By Equal Voice Action
In April, dual Equal Voice Action and Proyecto Vida Digna member Yareli Ivictoria Herrera completed her journey of becoming a U.S. citizen. Yareli passed the U.S. citizenship exam after she participated in a free six-week citizenship course provided to shared members of Equal Voice Action (EVA) and Proyecto Vida Digna (PVD) through the PVD + EVA partnership.
This partnership, which launched in December 2018 and is now in its second six-month pilot period, is rooted in PVD and EVA’s shared mission to improve the quality of life of low-income families – in this case, those in San Benito, Texas, and the surrounding Rio Grande Valley.
Through the partnership’s dual membership program, members access benefits through both PVD and EVA. The PVD + EVA collaboration takes a multi-faceted approach in helping families access essential services and resources, equipping them with the tools they need to take collective action on the issues that are important to their community.
The ultimate goal is to help families access their power to have a stronger say in the policies that affect their communities. And in the Rio Grande Valley, the need for family and community-led advocacy has never been greater.
Home to large numbers of Latinx migrant families, this expansive border region has been profoundly impacted by the openly cruel and inhumane immigration policies of the Trump administration, which have criminalized and terrorized migrant families and their communities.
In a region already struggling with entrenched economic and racial inequities, policies like family separation and indefinite detention have only increased the need for services led by and focused within the Rio Grande Valley’s own communities – services like those provided by Proyecto Vida Digna, as well as organizational members of the Rio Grande Valley Equal Voice Network.
Among many key resources, the region suffers a detrimental shortage of affordable assistance for those who are seeking citizenship or have other immigration-related needs. Those who need legal help are routinely exploited by unqualified, unethical, and fraudulent attorneys and notaries who charge exorbitant fees.
Working together, PVD and EVA have aimed to provide direct support to address these and other specific needs, along with training and ongoing support to activate members to identify and solve these kinds of persistent challenges through community organizing and membership in a network of active families, from the local to national level.
As these families look to build their collective strength and power, Yareli Herrera is one of more than 250 community members in the Rio Grande Valley who have signed up as shared PVD + EVA members.
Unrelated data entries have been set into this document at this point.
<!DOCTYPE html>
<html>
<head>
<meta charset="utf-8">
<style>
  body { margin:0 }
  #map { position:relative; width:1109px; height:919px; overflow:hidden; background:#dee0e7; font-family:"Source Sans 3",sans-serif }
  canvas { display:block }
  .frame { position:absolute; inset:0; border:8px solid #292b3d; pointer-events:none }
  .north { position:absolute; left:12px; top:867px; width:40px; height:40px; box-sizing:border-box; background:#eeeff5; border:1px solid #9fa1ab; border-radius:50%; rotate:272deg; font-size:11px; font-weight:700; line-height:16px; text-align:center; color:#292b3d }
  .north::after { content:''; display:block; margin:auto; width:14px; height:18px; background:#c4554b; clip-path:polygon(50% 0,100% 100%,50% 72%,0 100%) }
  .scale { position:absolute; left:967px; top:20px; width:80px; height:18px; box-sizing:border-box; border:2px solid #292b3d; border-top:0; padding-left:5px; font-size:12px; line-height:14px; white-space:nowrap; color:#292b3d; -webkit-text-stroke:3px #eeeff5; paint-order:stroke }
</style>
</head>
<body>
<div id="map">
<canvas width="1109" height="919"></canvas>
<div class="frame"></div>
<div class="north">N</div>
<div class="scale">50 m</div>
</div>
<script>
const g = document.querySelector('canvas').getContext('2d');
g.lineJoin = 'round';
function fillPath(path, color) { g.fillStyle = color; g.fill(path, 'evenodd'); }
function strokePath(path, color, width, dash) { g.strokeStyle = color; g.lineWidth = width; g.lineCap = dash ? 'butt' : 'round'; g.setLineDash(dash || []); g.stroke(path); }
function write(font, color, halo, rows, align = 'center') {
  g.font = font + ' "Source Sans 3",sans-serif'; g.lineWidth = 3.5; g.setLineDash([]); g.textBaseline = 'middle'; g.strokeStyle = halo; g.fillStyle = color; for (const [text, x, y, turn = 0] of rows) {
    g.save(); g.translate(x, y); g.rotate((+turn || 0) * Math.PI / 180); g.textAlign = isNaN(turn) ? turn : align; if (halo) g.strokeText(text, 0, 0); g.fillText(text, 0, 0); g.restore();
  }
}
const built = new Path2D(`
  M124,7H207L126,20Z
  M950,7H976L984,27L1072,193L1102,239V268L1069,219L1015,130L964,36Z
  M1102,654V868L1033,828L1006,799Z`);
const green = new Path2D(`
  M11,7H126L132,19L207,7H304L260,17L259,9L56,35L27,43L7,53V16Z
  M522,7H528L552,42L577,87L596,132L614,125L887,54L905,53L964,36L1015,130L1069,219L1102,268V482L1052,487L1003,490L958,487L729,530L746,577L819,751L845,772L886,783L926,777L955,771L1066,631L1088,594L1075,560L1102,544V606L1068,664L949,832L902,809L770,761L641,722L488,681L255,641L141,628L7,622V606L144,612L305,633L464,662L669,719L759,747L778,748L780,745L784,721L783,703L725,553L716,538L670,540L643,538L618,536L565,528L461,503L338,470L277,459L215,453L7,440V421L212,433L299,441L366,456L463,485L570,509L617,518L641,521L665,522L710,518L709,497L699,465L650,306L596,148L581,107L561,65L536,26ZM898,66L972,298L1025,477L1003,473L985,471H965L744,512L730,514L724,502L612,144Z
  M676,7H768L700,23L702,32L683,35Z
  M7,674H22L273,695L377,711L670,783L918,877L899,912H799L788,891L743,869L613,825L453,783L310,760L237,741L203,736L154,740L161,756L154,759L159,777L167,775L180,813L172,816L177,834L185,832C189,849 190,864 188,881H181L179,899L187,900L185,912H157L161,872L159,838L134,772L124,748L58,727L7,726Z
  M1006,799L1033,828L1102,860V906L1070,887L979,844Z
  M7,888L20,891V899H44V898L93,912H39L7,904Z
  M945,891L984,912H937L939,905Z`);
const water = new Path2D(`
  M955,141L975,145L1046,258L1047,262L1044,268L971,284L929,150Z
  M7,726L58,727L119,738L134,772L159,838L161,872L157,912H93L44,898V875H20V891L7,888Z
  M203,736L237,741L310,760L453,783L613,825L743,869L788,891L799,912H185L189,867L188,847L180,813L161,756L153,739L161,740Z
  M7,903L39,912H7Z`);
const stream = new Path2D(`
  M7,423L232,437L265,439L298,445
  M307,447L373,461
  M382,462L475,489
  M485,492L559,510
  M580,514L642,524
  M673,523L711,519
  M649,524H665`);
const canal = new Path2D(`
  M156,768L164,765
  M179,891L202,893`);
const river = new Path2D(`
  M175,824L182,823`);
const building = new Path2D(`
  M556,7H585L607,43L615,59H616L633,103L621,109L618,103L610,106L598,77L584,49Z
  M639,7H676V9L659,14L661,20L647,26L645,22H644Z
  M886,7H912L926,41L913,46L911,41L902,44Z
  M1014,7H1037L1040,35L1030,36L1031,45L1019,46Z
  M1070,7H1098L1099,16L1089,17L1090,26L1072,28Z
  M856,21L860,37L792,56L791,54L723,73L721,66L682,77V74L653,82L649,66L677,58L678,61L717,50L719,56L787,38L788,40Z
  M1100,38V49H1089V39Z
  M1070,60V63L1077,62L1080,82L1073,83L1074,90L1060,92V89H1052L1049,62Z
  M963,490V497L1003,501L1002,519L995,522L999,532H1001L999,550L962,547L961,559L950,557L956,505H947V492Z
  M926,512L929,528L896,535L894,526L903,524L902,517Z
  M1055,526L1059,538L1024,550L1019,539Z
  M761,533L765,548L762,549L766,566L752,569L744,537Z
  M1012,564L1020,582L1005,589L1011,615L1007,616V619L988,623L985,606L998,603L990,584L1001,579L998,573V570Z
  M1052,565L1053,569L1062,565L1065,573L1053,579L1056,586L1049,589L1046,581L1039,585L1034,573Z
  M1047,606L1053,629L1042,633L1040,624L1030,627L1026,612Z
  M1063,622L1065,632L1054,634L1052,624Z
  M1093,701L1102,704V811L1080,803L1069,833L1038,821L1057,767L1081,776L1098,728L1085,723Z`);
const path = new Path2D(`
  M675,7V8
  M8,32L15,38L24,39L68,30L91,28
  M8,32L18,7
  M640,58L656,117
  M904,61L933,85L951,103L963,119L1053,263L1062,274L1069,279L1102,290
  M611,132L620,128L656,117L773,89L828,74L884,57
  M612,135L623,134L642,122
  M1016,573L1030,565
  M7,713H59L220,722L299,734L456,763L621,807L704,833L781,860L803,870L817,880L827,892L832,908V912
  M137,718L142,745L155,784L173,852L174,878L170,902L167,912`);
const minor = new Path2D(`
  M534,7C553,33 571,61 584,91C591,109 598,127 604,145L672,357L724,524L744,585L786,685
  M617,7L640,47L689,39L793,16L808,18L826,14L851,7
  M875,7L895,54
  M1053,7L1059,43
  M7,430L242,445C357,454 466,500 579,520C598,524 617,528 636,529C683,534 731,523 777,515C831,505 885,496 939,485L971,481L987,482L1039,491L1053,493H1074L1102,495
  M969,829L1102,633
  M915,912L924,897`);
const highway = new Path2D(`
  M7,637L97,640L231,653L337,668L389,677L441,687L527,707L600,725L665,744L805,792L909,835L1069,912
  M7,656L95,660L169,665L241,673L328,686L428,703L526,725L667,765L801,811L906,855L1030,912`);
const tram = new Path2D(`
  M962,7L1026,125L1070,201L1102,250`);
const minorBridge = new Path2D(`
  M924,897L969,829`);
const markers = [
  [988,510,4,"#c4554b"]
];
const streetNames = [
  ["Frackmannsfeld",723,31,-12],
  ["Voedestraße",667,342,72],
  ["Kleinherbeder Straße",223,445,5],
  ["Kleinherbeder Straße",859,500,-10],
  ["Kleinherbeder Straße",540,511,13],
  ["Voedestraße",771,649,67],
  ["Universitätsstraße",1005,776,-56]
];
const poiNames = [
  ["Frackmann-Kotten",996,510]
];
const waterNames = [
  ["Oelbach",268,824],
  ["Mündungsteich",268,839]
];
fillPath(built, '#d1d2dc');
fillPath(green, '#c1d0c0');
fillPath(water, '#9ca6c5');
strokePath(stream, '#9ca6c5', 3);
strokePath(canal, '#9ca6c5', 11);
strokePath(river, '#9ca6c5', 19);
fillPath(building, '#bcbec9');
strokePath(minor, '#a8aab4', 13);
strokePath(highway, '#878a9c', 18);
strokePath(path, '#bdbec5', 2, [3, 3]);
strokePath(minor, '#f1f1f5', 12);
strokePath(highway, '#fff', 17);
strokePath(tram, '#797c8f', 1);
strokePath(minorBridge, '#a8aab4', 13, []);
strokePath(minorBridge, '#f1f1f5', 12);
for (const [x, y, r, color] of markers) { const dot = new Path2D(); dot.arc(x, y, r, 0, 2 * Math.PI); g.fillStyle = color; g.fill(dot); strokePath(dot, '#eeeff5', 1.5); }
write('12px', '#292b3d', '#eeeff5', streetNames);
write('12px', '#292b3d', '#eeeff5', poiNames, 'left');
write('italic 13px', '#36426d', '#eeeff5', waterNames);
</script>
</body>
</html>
In addition to citizenship classes, PVD + EVA members have received access to free, quality immigration legal services, as well as computer and internet resources at the PVD center and additional administrative supports for completing citizenship applications, including copying, faxing, and notary services.
As another important benefit, members have received PVD + EVA membership ID cards that they have used for opening bank accounts, registering vehicles, and confirming their identity with local schools and other civic institutions. As members attest, this support has helped meet the pressing need for formal identification – and corresponding access to services – among low-income and undocumented families in the region.
PVD + EVA members have also enjoyed special opportunities, including a back-to-school community resource event where member families received free health check-ups, school supplies, haircuts, and other supports to help them kick off the new school year.
While accessing essential resources that foster inclusion, stability, and opportunity, PVD + EVA members are also looking at the bigger picture of addressing their shared priorities through collective action and policy advocacy.
Expanding on the program’s initial community organizing work, members used a gathering in May to identify a number of community-level concerns that could be addressed through collective advocacy, such as securing effective drainage, more streetlights, and clean water systems for their largely unincorporated neighborhoods.
Since then, PVD has hired two community organizers, who are leading the charge by bringing community members together to address these issues. In support of these efforts, EVA will conduct a campaign development training for shared PVD + EVA members in September.
“As we continue to grow our shared member base, the opportunities to make lasting change in Brownsville are expanding,” said Rose Berry, EVA’s Community Organizing Manager. “More people power means more leverage to demand that community voices are taken seriously. Simultaneously, community members are being trained in organizing and PVD has been expanding their on-the-ground team to engage members in real action. We are excited for the change underway – change that this project has contributed to in major ways.”